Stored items
····················

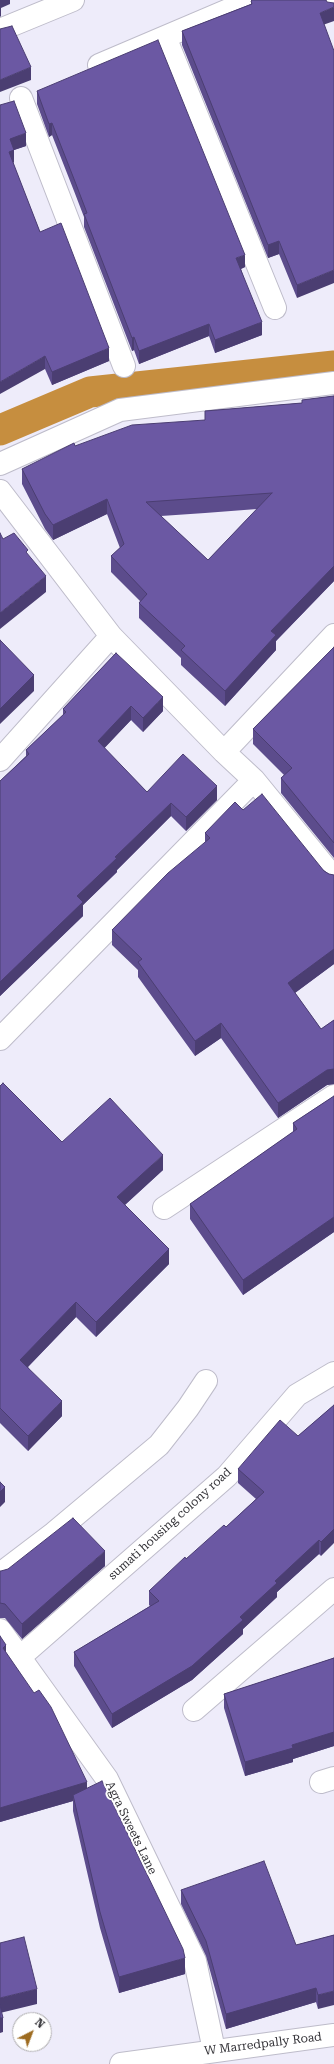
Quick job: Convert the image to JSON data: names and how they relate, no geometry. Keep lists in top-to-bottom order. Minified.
{"streets":{"street":["sumati housing colony road","Agra Sweets Lane","W Marredpally Road"]},"crossings":[["sumati housing colony road","Agra Sweets Lane"],["Agra Sweets Lane","W Marredpally Road"]],"north":"top right"}
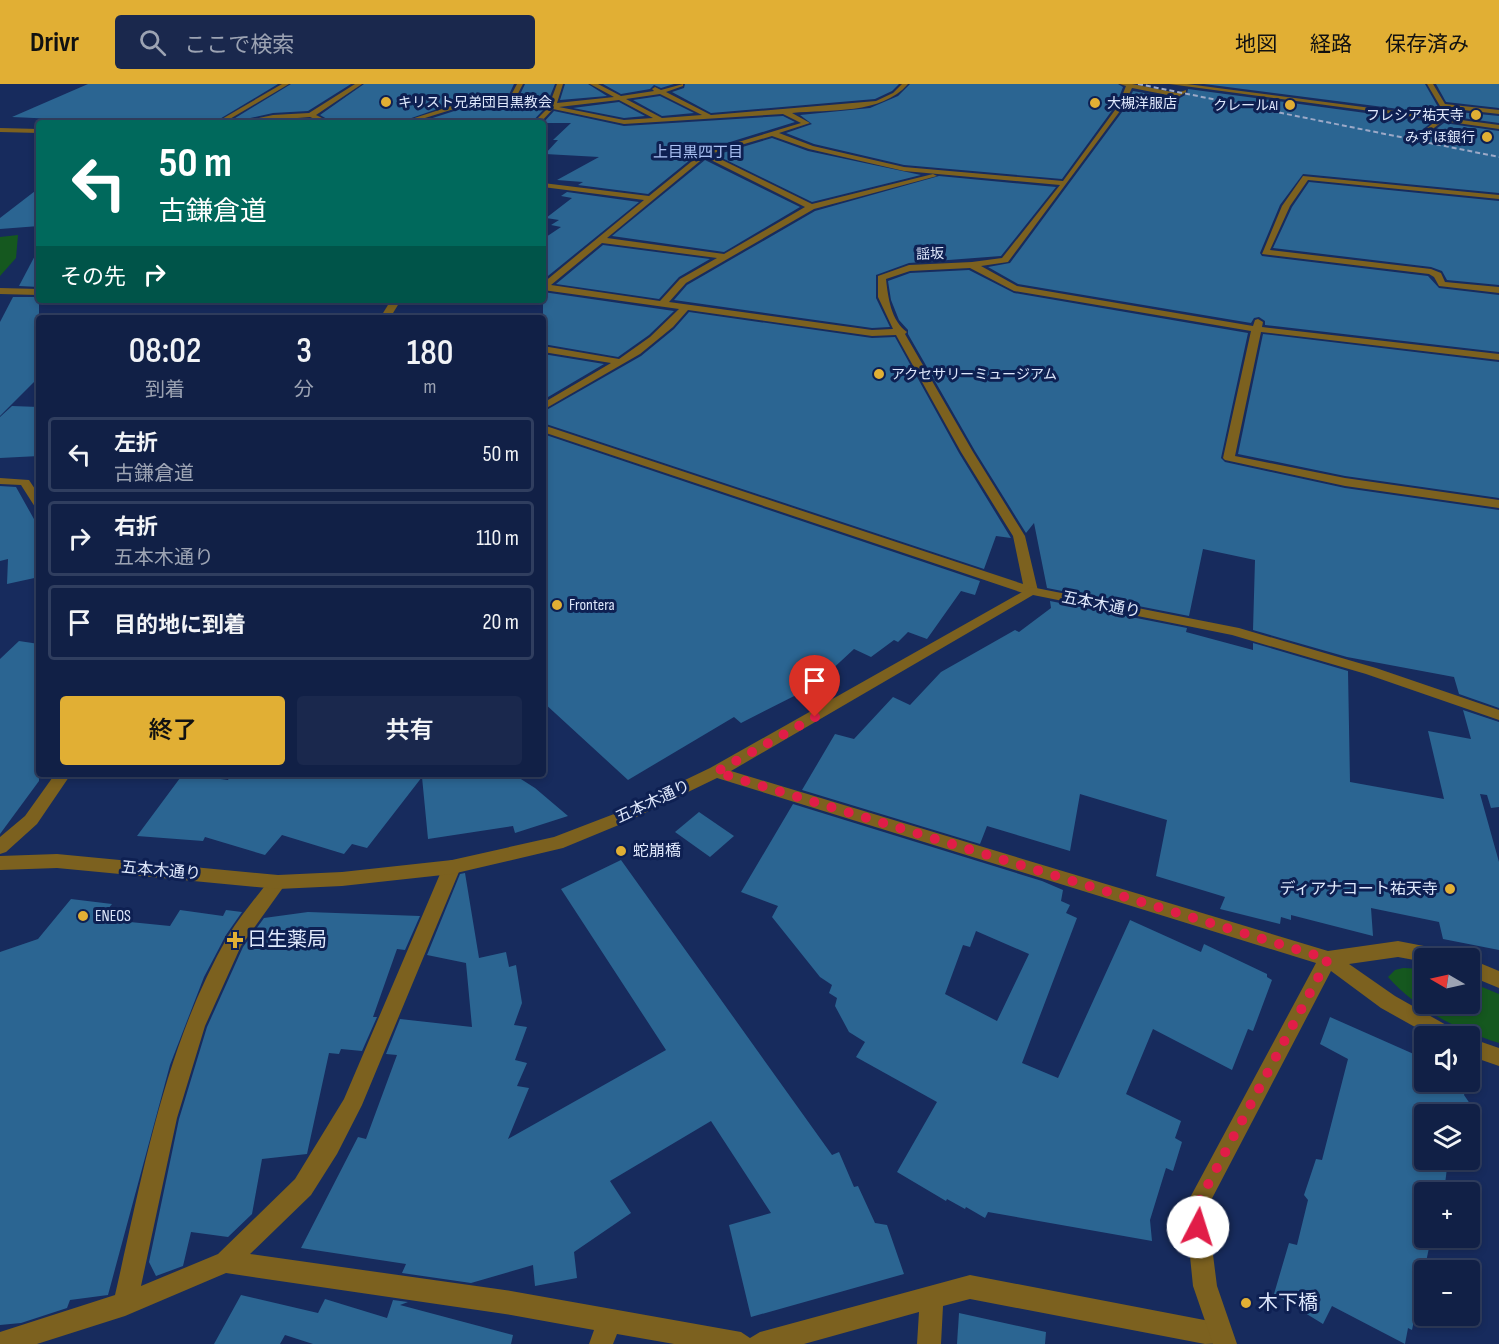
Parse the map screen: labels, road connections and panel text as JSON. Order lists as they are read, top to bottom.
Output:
{
  "streets": {
    "street": ["謡坂", "五本木通り"]
  },
  "districts": ["上目黒四丁目"],
  "places": {
    "other": [
      "キリスト兄弟団目黒教会",
      "大槻洋服店",
      "クレールAI",
      "フレシア祐天寺",
      "みずほ銀行",
      "アクセサリーミュージアム",
      "Frontera",
      "蛇崩橋",
      "ディアナコート祐天寺",
      "ENEOS",
      "木下橋"
    ],
    "health": ["日生薬局"]
  },
  "north": "left",
  "page": {
    "header": "Drivr",
    "search": "ここで検索",
    "nav": ["地図", "経路", "保存済み"],
    "turn": ["50 m", "古鎌倉道"],
    "then": "その先",
    "eta": [
      "08:02",
      "到着",
      "3",
      "分",
      "180",
      "m"
    ],
    "list": [
      {
        "name": "左折",
        "note": "古鎌倉道",
        "value": "50 m"
      },
      {
        "name": "右折",
        "note": "五本木通り",
        "value": "110 m"
      },
      {
        "name": "目的地に到着",
        "value": "20 m"
      }
    ],
    "buttons": ["終了", "共有"],
    "map_buttons": ["+", "−"]
  }
}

····················

**What is needed**
All the records need to be printed again exactly as written, though without their pictures.

**Solution to the problem**
Quick job: Convert the image to JSON data: names and how they relate, no geometry. Keep lists in top-to-bottom order. Minified.
{"streets":{"street":["sumati housing colony road","Agra Sweets Lane","W Marredpally Road"]},"crossings":[["sumati housing colony road","Agra Sweets Lane"],["Agra Sweets Lane","W Marredpally Road"]],"north":"top right"}
Parse the map screen: labels, road connections and panel text as JSON. Order lists as they are read, top to bottom.
Output:
{
  "streets": {
    "street": ["謡坂", "五本木通り"]
  },
  "districts": ["上目黒四丁目"],
  "places": {
    "other": [
      "キリスト兄弟団目黒教会",
      "大槻洋服店",
      "クレールAI",
      "フレシア祐天寺",
      "みずほ銀行",
      "アクセサリーミュージアム",
      "Frontera",
      "蛇崩橋",
      "ディアナコート祐天寺",
      "ENEOS",
      "木下橋"
    ],
    "health": ["日生薬局"]
  },
  "north": "left",
  "page": {
    "header": "Drivr",
    "search": "ここで検索",
    "nav": ["地図", "経路", "保存済み"],
    "turn": ["50 m", "古鎌倉道"],
    "then": "その先",
    "eta": [
      "08:02",
      "到着",
      "3",
      "分",
      "180",
      "m"
    ],
    "list": [
      {
        "name": "左折",
        "note": "古鎌倉道",
        "value": "50 m"
      },
      {
        "name": "右折",
        "note": "五本木通り",
        "value": "110 m"
      },
      {
        "name": "目的地に到着",
        "value": "20 m"
      }
    ],
    "buttons": ["終了", "共有"],
    "map_buttons": ["+", "−"]
  }
}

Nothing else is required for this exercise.